Update: May 19th.  Just looked at my issue of SI.  Ha!  Long Beach Poly Mascot (uh..Jackrabbit) is on the cover of the mag (albeit about 1 inch high, as Randy Moss is on the cover).  Eat dirt Mater Dei!  Two page spread on current Poly high school athletes.   That's cool!  No mention of NSX-Files author as alumni.  Oh well, I guess I didn't make it to the big leagues in the racing world.  I did pitch against Tony Gwynn in little league.   I think he hit 1.000 against me in his little league career way back then.  Same graduating class as me in high school.  I thought he was a better point guard than baseball player back then, but I guess I was really wrong about that!  Gwynn was a really nice guy in high school, always smiling and joking around.   I coulda played with him on the varsity baseball team my senior year, but we got a new baseball coach, and he wanted everyone to cut their hair short (uh...excuse me, this is Long Beach Poly, not the Lakewood Crewcuts), so I ended my baseball career, and so did a few other players.  I fought with my parents for years to grow my hair over my ears, I sure as hell ain't gonna gonna get a crewcut to play high school baseball on a losing team.  (Poly was strong in football, basketball ,and track, we sucked in baseball.)  I had nightmares of me being on the mound, "Hayashi 0-7 on the mound, with a funny crewcut".  Instead, I got a part time job my senior year, and spent the money on beer and concerts.  Man, those were some good times!

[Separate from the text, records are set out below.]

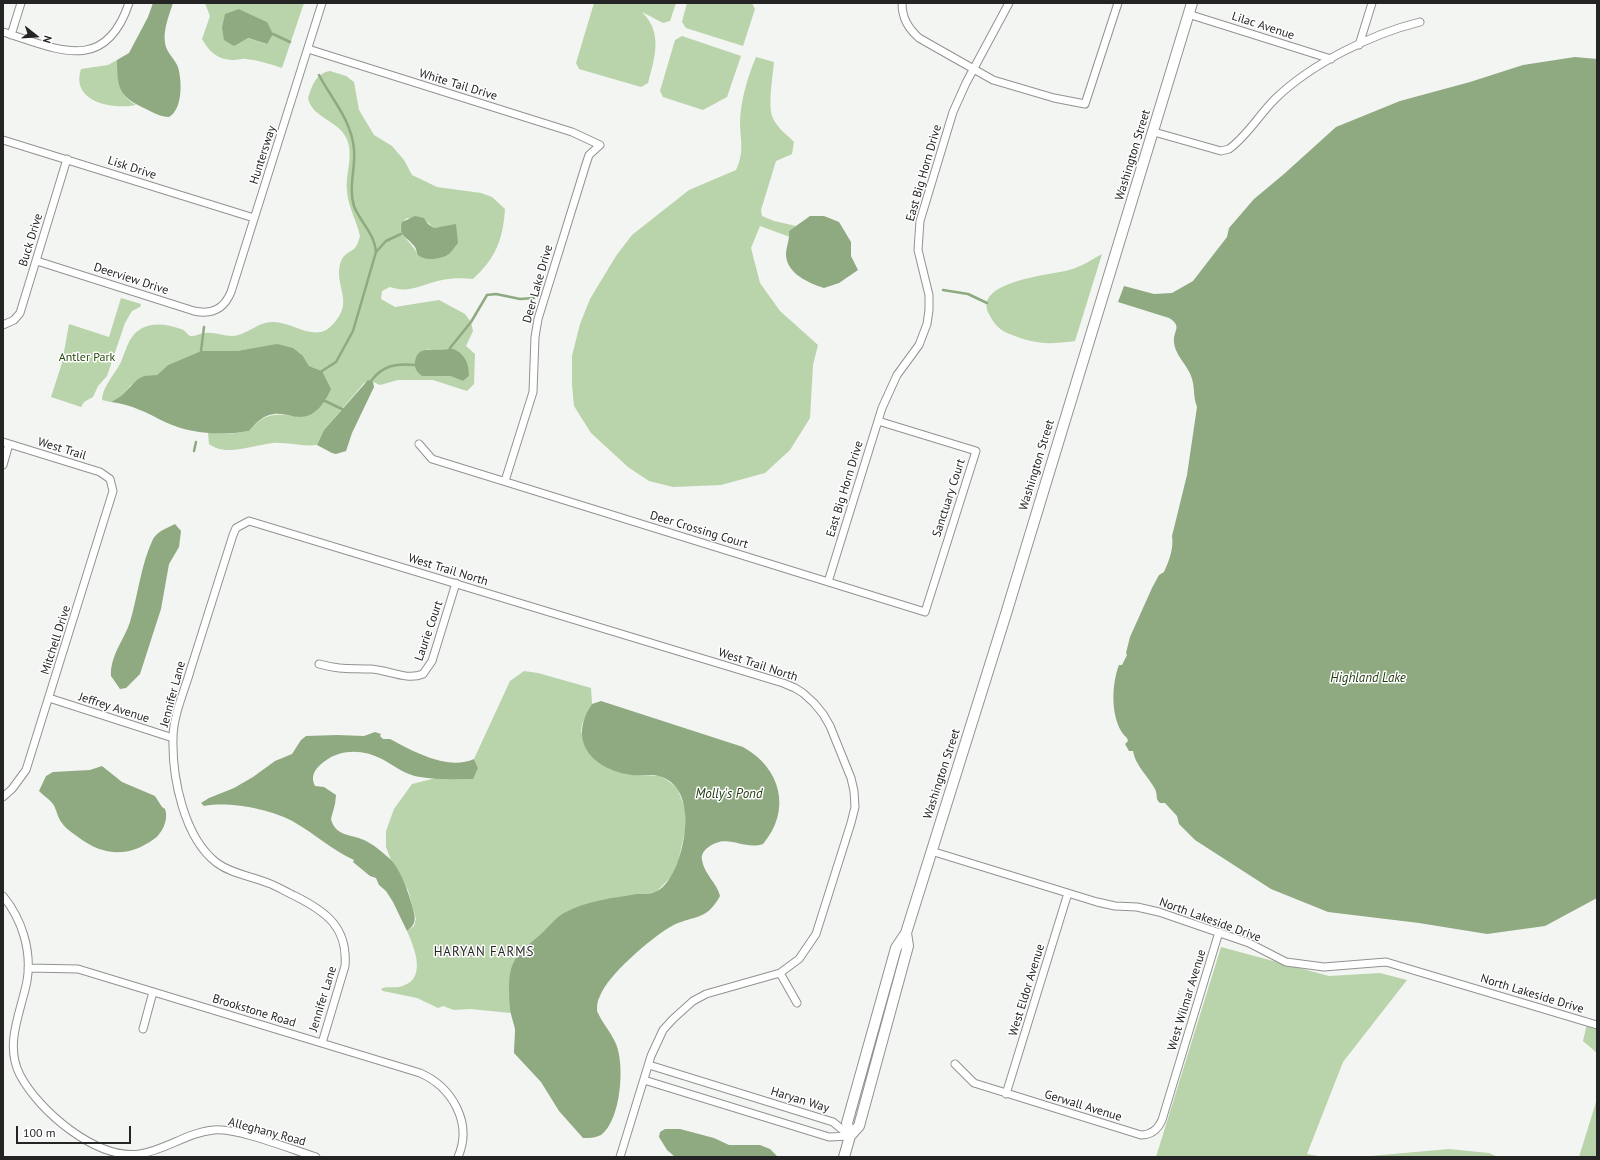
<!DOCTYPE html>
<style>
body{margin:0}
#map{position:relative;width:1600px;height:1160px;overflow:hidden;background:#f2f5f1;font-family:"PT Sans",sans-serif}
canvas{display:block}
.frame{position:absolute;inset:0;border:4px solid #232423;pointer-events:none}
.north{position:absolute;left:16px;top:16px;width:40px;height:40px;-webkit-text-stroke:3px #fff;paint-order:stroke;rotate:107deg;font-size:11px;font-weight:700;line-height:16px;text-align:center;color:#232423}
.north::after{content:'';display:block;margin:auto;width:14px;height:18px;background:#232423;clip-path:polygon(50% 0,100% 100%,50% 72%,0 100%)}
.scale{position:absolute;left:16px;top:1126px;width:115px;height:18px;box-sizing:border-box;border:2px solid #232423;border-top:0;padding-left:5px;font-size:12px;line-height:14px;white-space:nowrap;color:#232423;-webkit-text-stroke:3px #fff;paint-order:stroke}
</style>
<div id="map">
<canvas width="1600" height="1160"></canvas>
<div class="frame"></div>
<div class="north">N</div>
<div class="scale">100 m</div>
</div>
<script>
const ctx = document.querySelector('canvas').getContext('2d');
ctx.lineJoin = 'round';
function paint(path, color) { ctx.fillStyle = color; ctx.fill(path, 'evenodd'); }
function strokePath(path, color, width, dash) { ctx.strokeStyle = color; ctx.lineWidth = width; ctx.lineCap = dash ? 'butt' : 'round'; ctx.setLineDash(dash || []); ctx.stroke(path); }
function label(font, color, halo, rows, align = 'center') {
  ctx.font = font + ' "PT Sans",sans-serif'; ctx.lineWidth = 3; ctx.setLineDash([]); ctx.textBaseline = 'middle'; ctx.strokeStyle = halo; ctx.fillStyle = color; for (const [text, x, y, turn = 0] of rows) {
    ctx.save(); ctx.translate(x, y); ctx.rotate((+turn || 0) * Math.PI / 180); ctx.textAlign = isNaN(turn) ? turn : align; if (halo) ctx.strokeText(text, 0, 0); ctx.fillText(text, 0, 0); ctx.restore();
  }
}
paint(new Path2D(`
 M205 3H304L282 68C270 64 258 60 246 59 242 58 238 60 234 60 217 60 209 51 202 39L210 16ZM239 9 267 22 266 44 247 38 237 43Z
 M594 3H676L670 21 663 23 642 12C663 33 655 57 648 83L641 87 579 69 576 63Z
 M687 3H752L755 9 743 46 686 28 682 22Z
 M682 36 741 56 727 97 703 110 663 97 660 91 675 40Z
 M756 57 774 62C773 75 768 103 772 116 776 127 786 134 794 142L792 154 776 161 761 210 762 216 774 221 796 226 789 231 790 237 760 226 751 248 760 283 780 311 818 345 813 365 810 418 790 450 765 473 721 485 673 487 649 481 628 467 591 433 574 406 572 385V356L580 324 590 299 616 256 632 235 689 190 736 170C745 151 740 140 740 121 741 99 748 76 756 57Z
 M117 60C117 78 119 96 136 105 113 110 70 102 81 69L108 65Z
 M330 71 346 76 354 82 359 110 374 135 392 146 404 160 412 175 437 187 481 193 492 197 505 209C503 239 496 258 473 279 463 278 452 278 442 280 422 284 410 294 390 287L382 291 381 299 395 307 439 300 465 314 471 322 473 331 466 346 475 354 474 384 467 391 433 380H398L380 385 371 381 364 383 324 430 317 445C302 447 288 442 273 443 253 445 226 457 209 444L208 433 229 434 249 431C266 411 277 414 302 417L322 371 309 366 303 356 256 348 237 351H201L168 365 157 375 131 385 121 396 111 402 102 400C102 387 115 374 121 362 124 355 126 347 130 340 141 321 162 322 181 329 185 330 187 334 190 336 194 337 201 333 205 333 214 332 223 336 232 336 248 335 258 321 274 322 291 322 314 341 329 328 357 303 334 288 340 264 343 254 347 254 354 249 357 246 359 240 360 236 357 221 348 207 347 191 345 175 353 159 348 142 341 120 312 119 308 98 312 86 316 73 330 71ZM407 218 425 220 434 228 441 227 444 256 417 254C413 241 389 231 407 218ZM450 348C464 354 468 361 469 376L463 381 450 376H427V349L441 351Z
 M1102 254 1075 341C1045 345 1035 344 1007 333 998 329 993 322 989 314 972 281 1052 275 1069 270 1081 267 1091 260 1102 254Z
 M121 298 141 304 140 307 132 311 125 323 107 376 98 386 93 397 84 402 81 407 51 397 62 363 69 324 109 337Z
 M524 671 538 673 591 688 592 704 582 724 581 732 626 774 660 776 667 780 677 788 685 808V831L678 862 671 877 656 892 604 900 555 920 510 971 511 1013 470 1009 454 1010 443 1006 438 1008 417 998 383 991 381 989C386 986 393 988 399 987 428 981 415 949 407 931L414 926 416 919 408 890 391 860 386 847V831L394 809 412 784 436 778 456 779 478 768 474 759 510 681Z
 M1221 947 1329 976 1380 973 1407 980 1343 1062 1307 1154 1323 1157H1156Z
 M1587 1024 1597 1026V1053L1583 1041Z
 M1597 1097V1157H1579L1596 1102Z
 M1449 1149 1489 1153 1498 1157H1359Z`), '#b9d3aa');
paint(new Path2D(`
 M153 3H173C169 15 163 30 165 43 166 52 175 59 178 67 182 81 183 109 169 117 161 117 154 113 146 109 119 97 117 88 117 60L129 53 148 17Z
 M239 9 267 22 273 34 267 44 248 38 234 46 224 40 222 28 225 14Z
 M1575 57 1597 59V898L1545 926 1487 934 1419 923 1328 912 1271 889 1195 840 1179 824 1177 816 1165 803H1160C1155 799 1158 795 1155 789 1148 776 1135 765 1133 751H1129L1125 744 1128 741 1127 738C1110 723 1111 685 1119 665H1122L1127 655 1126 653 1130 637 1152 588 1159 575 1164 572C1169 561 1174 548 1172 536L1187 475 1197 407C1193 396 1195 389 1192 379 1189 366 1175 356 1174 342 1173 330 1183 327 1169 318L1118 302 1124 286 1154 294 1172 293 1193 281 1227 237 1229 228 1254 199 1284 174 1336 127 1400 101 1470 82 1523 65Z
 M415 216 424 218 428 224 434 228 456 224 458 243C455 246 453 250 450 253 444 259 425 262 418 255 416 253 417 250 415 247 408 237 397 236 402 222Z
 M810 216H824L839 222 851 242V256L858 270 839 283 824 288C809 283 787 274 786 255 786 247 790 239 789 231Z
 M277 344 293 348 303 356 309 366 322 371 331 389C325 402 316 417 300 417 292 417 283 413 274 414 263 415 256 423 249 431 221 436 191 434 165 422 145 412 133 405 111 402L121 396 138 379 144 376 157 375 168 365 201 351H237Z
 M450 348C464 352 469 362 469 376L463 381 450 376H422C417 372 414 368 415 362 417 342 438 354 450 348Z
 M368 380 373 382 374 387 352 433 346 451 336 454 332 453 317 445 324 430Z
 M175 524 181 531 179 547 169 564 161 609 140 674 126 688 120 689 111 676C110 656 124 640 130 622 138 595 141 564 153 539 158 531 167 528 175 524Z
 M601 701 743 747C781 768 792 810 763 844 742 851 727 831 706 849 703 852 701 856 702 860 704 874 717 883 720 896 705 923 693 914 670 927 650 939 608 975 600 996 597 1001 597 1006 597 1011 602 1023 611 1032 616 1044 625 1065 621 1120 601 1135 595 1138 589 1138 583 1138L559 1111 541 1082 514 1053C514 1045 515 1037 515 1029 514 1024 512 1019 511 1014 509 1005 508 978 511 969 516 953 527 946 540 935 548 928 555 918 564 913 585 901 614 898 637 894 643 894 650 894 655 892 666 888 673 873 677 864 687 839 694 789 662 777 651 773 637 777 626 774 588 766 569 738 592 704Z
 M375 732 381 734 380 736 383 739H390C413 751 447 771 474 759L478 768 473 779C456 779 437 780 420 777 405 775 395 766 382 759 361 748 337 749 320 765 313 772 311 778 315 786L324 787 336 795 335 804 331 819C335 836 350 834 364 840 373 844 382 852 389 858 400 868 408 891 412 905 415 917 418 923 407 931L393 902 386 891 379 885 376 878 370 876 353 862 354 860C332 850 315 834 294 822 271 809 229 801 204 806L201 803 209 798 234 788 253 777 275 761 292 754 301 740 306 736 337 735 364 736Z
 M102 766 122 782 155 796 162 807 165 809C169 819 162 834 154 839 128 858 103 856 78 837 73 833 66 829 62 823 57 817 57 810 53 804 49 799 44 796 39 791L46 776 53 772 90 770Z
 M665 1129H680L714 1138 729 1145H760L770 1149 778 1157H675L667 1150 659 1137 660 1132Z`), '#8fa981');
strokePath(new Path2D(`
 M273 34 290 42
 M319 75C332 100 351 119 354 149 356 167 348 188 354 206 360 222 375 234 376 252L353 331 336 362 322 371
 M376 252 386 241 401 234
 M943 290 968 294 987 303
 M450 348 471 322 487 295 496 294 520 299 534 298
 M201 351 204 327
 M371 381C383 365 397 363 415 365
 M325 401 342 409
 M194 451 196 442`), '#8fa981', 2.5);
const minor = new Path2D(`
 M902 3C902 18 908 28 919 38L993 80 1054 98 1085 104 1118 3
 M1188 14 1331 59
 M3 32C57 49 105 75 129 3
 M11 35 21 3
 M1359 45 1372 3
 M308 49 572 132 600 145 589 155 586 164 538 319 535 337 533 392 505 481
 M1154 132 1221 151 1229 149C1247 136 1259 115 1275 99 1311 64 1371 34 1420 22
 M3 140 254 218
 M37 261 194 311C212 315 224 309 231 292L322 3
 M3 325 14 320 20 313 67 159
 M3 442 100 472 110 479 113 491 26 770 12 789 3 797
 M419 444 432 459 925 612 976 451 878 421
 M3 465 9 444
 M828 582 882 408 897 375 919 345 927 324 929 310V295L918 250 920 221 953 112 966 83 1009 3
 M319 664C341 670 350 668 371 669 389 670 406 681 423 674L432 661 456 583
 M49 698 173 738
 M931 851 1097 902 1115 906 1137 907 1159 912 1249 943 1286 962 1324 967 1386 962 1597 1025
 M3 896C22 919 32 951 27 981 21 1012 4 1044 20 1075 39 1111 96 1160 140 1154 166 1150 188 1132 214 1130 239 1128 290 1149 316 1157
 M28 968 78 969 420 1073C452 1087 473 1123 458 1157
 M780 973 797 1003
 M143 1029 153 992
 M322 1043 345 966C348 928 327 912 295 896 286 892 277 886 268 883 251 876 232 874 217 863 184 838 172 778 173 738 173 715 185 690 191 668 205 624 219 579 233 535L236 528 249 521 783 683 795 688 803 693 814 703 823 714 830 726 851 778 854 791 855 807 851 823 816 934 799 959 780 973 706 994 693 1001 673 1019 663 1030 651 1056 620 1157
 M955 1064 974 1083 1141 1135C1152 1135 1158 1129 1162 1120L1219 932
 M649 1065 833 1122 850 1136
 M644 1080 829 1137 850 1136
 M1006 1094 1068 893`);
const secondary = new Path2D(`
 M850 1136 847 1123 896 948 906 933 1005 617 1192 3
 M844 1157 850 1136 859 1126 908 946 906 933`);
strokePath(minor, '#919390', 9);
strokePath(secondary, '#919390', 12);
strokePath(minor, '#fff', 7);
strokePath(secondary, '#fff', 10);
label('12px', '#232423', '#fff', [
 ["Lilac Avenue",1263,26,18],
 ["White Tail Drive",458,85,17],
 ["Huntersway",263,155,-72],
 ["Washington Street",1133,155,-73],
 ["Lisk Drive",132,168,18],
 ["East Big Horn Drive",924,173,-74],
 ["Buck Drive",31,240,-73],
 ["Deerview Drive",131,279,18],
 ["Deer Lake Drive",538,284,-74],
 ["West Trail",62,449,17],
 ["Washington Street",1037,465,-73],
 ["East Big Horn Drive",845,489,-73],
 ["Sanctuary Court",949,498,-72],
 ["Deer Crossing Court",699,530,17],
 ["West Trail North",448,570,17],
 ["Laurie Court",429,631,-71],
 ["Mitchell Drive",56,640,-72],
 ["West Trail North",758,665,18],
 ["Jennifer Lane",173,694,-75],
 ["Jeffrey Avenue",114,708,18],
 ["Washington Street",942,774,-72],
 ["North Lakeside Drive",1210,920,20],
 ["West Eldor Avenue",1027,990,-73],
 ["North Lakeside Drive",1532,994,17],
 ["Jennifer Lane",323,999,-73],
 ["West Wilmar Avenue",1187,1000,-73],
 ["Brookstone Road",254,1011,17],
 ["Haryan Way",800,1100,17],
 ["Gerwall Avenue",1083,1106,17],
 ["Alleghany Road",267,1132,15]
]);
label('12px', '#28490e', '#fff', [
 ["Antler Park",87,358]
]);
label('italic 13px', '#1e370b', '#fff', [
 ["Highland Lake",1368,678],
 ["Molly's Pond",729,794]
]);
ctx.letterSpacing = '1px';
label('13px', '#232423', '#fff', [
 ["HARYAN FARMS",484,952]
]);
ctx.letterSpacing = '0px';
</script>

Phoneguys is entering a car in a Demolition Derby.  Brent will be the driver

Upcoming events:
July 9th - Brent (salesman at Phoneguys) convinces Wayne to enter a car in the Orange County Fair Demolition Derby.  Brent will be driving.  We will doing a crash course in Cheating Bastard Techniques for Demolition Derbies.

Wayne gets outta control.  Buys a Blitz Intercooler.  Good for 22 lbs of boost!


Update: May 21
Special Thanks to William and Jason at Blitz North America for helping Wayne out on his EVO, Wayne has the Blitz boost controller in his car and had a small problem with it and those guys got him back on the road with 20lbs of boost....and now Wayne has the new Blitz Intercooler so he'll be able to crank up the boost to 22lbs....Thanks again  to William and Jason for helping out the Pulp Racing EVO Team!!!  Wayne doesn't even drive the 360 Modena anymore, as it seems too slow and doesn't handle as well as his newly boosted Evo!  He's thinking of taking to Sofronas' GMG track day next week at Big Willow.  I'll be changing diapers that day at the house.....

It will take a few weeks to get settled in with baby Cooper, and then we will see what the summer activities will be.  Karting?   Wheel-to-wheel with cars?  Time Trials?   We will need to do something to keep up the racing buzz, without spending too much money.  Without the dopamine flowing, we are nothing....we must feed the buzz up to stay alive.